Initialize the model.

In [None]:
n_gram_model = NGramModel(n=5)

Train the model.

In [None]:
n_gram_model.compute_ngrams(dataset["train"])

### Text generation

Generate some code with the n-gram model.

In [None]:
prefix = ["def", "train", "("]
encoded_prefix = [token2idx[token] for token in prefix]
length=100

for i in range(length):
    cur_token = n_gram_model.sample(encoded_prefix)
    if cur_token == EOS:
        break
    encoded_prefix += [cur_token]


decoded_text = [idx2token[idx] for idx in encoded_prefix]
print(" ".join(decoded_text))

### Testing

In [None]:
test_dataset = load_dataset(
    "json",
    data_files=[
        "test.jsonl",
    ],
)

In [None]:
max_seq_len=128

test_dataset = test_dataset.map(
    lambda item: {
        "features": [encode(token) for token in item["code_tokens"]][:max_seq_len-1] + [EOS]
    }
)

### Evaluation metric: Perplexity (PP)

See [Perplexity in Language Models](https://towardsdatascience.com/perplexity-in-language-models-87a196019a94): 

*Intuitively, if a model assigns a high probability to the test set, it means that it is not surprised to see it (it’s **not perplexed** by it), which means that it has a good understanding of how the language works.*

$$
P P(p):=2^{H(p)}=2^{-\sum_{x} p(x) \log _{2} p(x)}
$$

From what we know of cross-entropy we can say that $H(W)$ is the **average number of bits needed to encode each word**. This means that the perplexity $2^{H(W)}$ is the **average number of words that can be encoded using $H(W)$ bits.**


**We can also use**

$$
P P' (p):=e^{H(p)}=e^{-\sum_{x} p(x) \ln p(x)}
$$

And the averaged over the number of samples version.

$$
P P'' (p):=e^{H(p)}=e^{-\frac{1}{n}\sum_{x} p(x) \ln p(x)}
$$

In [None]:
def count_perplexity(model, dataset, max_iter_num: int = 1000):
    """
    
    """
    entropy = 0
    iter_num = 0
    num_words = 0
    for item in tqdm(dataset, total=min(max_iter_num, len(dataset))):
        output_so_far = [item["features"][0]]

        for token in item["features"][1:]:
            num_words += 1
            try:
                log_probs = model.get_log_probs(output_so_far)
                entropy += -log_probs[token] # for all other words in the vocab 
            except KeyError:
                entropy += np.log(-10)
            output_so_far.append(token)
        iter_num += 1
        if iter_num > max_iter_num:
            break
    mean_entropy = entropy / num_words
    return np.e ** mean_entropy

In [None]:
count_perplexity(n_gram_model, test_dataset["train"])

## CNN

![](https://lena-voita.github.io/resources/lectures/lang_models/neural/cnn/cnn_main-min.png)



In [None]:
# transform lists into torch tensors (still of varying lengths)
dataset.set_format(type="torch", columns=["features"])
test_dataset.set_format(type="torch", columns=["features"])

In [None]:
def collate_fn(batch):
    """
    1. Takes a batch as an argument
    2. Extracts a list of tensors (featuers) of varying lengths as a batch['features']
    3. Padds them so all the tensors in a batch have the same lengths and puts them 
        all in one tensor `input_embeds`

    returns: a dictionary {"features": input_embeds}
    """
    batch = batch[0]
    max_len = max(len(f_t) for f_t in batch["features"])
    input_embeds = torch.zeros((len(batch["features"]), max_len), dtype=torch.long)
    for idx, row in enumerate(batch["features"]):
        input_embeds[idx][:len(row)] += row
    return {
        "features": input_embeds,
    }

This is similar to the Dataset class, but has varying batch size.

**Q:** Why do we do this?

**A:** Our collate function can result in different number of tokens in the padded sentences in a batch.

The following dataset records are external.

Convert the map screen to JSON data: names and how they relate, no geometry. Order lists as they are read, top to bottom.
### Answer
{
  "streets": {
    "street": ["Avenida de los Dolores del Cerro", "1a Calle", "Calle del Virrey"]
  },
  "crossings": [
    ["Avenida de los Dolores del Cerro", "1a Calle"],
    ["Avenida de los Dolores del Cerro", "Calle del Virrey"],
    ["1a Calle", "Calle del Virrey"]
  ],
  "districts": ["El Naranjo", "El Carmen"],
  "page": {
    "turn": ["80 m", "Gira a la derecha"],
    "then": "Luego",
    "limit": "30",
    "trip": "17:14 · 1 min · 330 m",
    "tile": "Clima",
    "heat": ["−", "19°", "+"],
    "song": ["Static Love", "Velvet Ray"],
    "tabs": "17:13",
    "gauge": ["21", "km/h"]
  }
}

Sometimes it will be small, sometimes - large. Recall, the batch matrix groes linearly in **T**=`batch_size` $\times$ `len(longest sentence in the batch)`. If we fix the batch size and encounter a very large sentense in the middle of our training, we might run out of memory and the training will just crash. To avoid that, we will record **T** and stop adding sentences to the batch if we acceed a certaion threshold if we include this one extra sentence. Off course, the amount of memory taken also linearly depends on the size of our `token embedding`.


In [None]:
from torch.utils.data import Sampler



class TextSampler(Sampler):
    def __init__(self, sampler, batch_size_tokens=1e4):
        self.sampler = sampler
        self.batch_size_tokens = batch_size_tokens

    def __iter__(self):
        batch = []
        max_len = 0
        for ix in self.sampler:
            row = self.sampler.data_source[ix]
            max_len = max(max_len, len(row["features"]))
            # if we acceed the number of tokens given as a threshold, we yield batch
            #   this means that we will not add the last consedered sentense to the 
            #   current batch
            if (len(batch) + 1) * max_len > self.batch_size_tokens:
                yield batch
                # after yielding the batch
                # this sentense will be recorded as the first one in the fresh batch
                batch = []
                max_len = len(row["features"])
            # in both cases (current batch is old batch or current batch is a fresh batch)
            #   we will append the sentence index to the current batch
            batch.append(ix)

        # if we ran out of sentences and have not yielded the last non-empty batch,
        #   it's time to do so now
        if len(batch) > 0:
            yield batch

    def __len__(self):
        return len(self.sampler)

In [None]:
from torch.utils.data import DataLoader, SequentialSampler, RandomSampler, random_split

# sample indexes at random every time for better training
train_sampler = RandomSampler(dataset["train"])
# more efficient sequential sempler works best when there is no need to train (validation/testing)
valid_sampler = SequentialSampler(test_dataset["train"])



loaders = {
    "train": DataLoader(
        dataset["train"],                           # dataset to use
        collate_fn=collate_fn,                      # convert list of inputs into batches
        sampler=TextSampler(sampler=train_sampler,) # Sample batches of varying batch size
    ),
    "valid": DataLoader(
        test_dataset["train"],                      # dataset to use
        collate_fn=collate_fn,                      # convert list of inputs into batches
        sampler=TextSampler(sampler=valid_sampler,) # Sample batches of varying batch size
    )
}

In [None]:
import torch
import torch.nn as nn


class CNNLM(nn.Module):
    def __init__(self, vocab_size, emb_size, hidden_size, num_layers=3, kernel_size: int = 5):
        super().__init__()
        
        self.emb = nn.Embedding(vocab_size, emb_size)
        layers = []

        # PADDING
        # YOUR CODE GOES HERE (DOWN)
        for layer_idx in range(num_layers):
            layers.append(nn.ZeroPad2d((kernel_size-1, 0, 0, 0)))
            if layer_idx == 0:
                layers.append(nn.Conv1d(emb_size, hidden_size, kernel_size=kernel_size))
            else:
                layers.append(nn.Conv1d(hidden_size, hidden_size, kernel_size=kernel_size))
        # YOUR CODE GOES HERE (UP)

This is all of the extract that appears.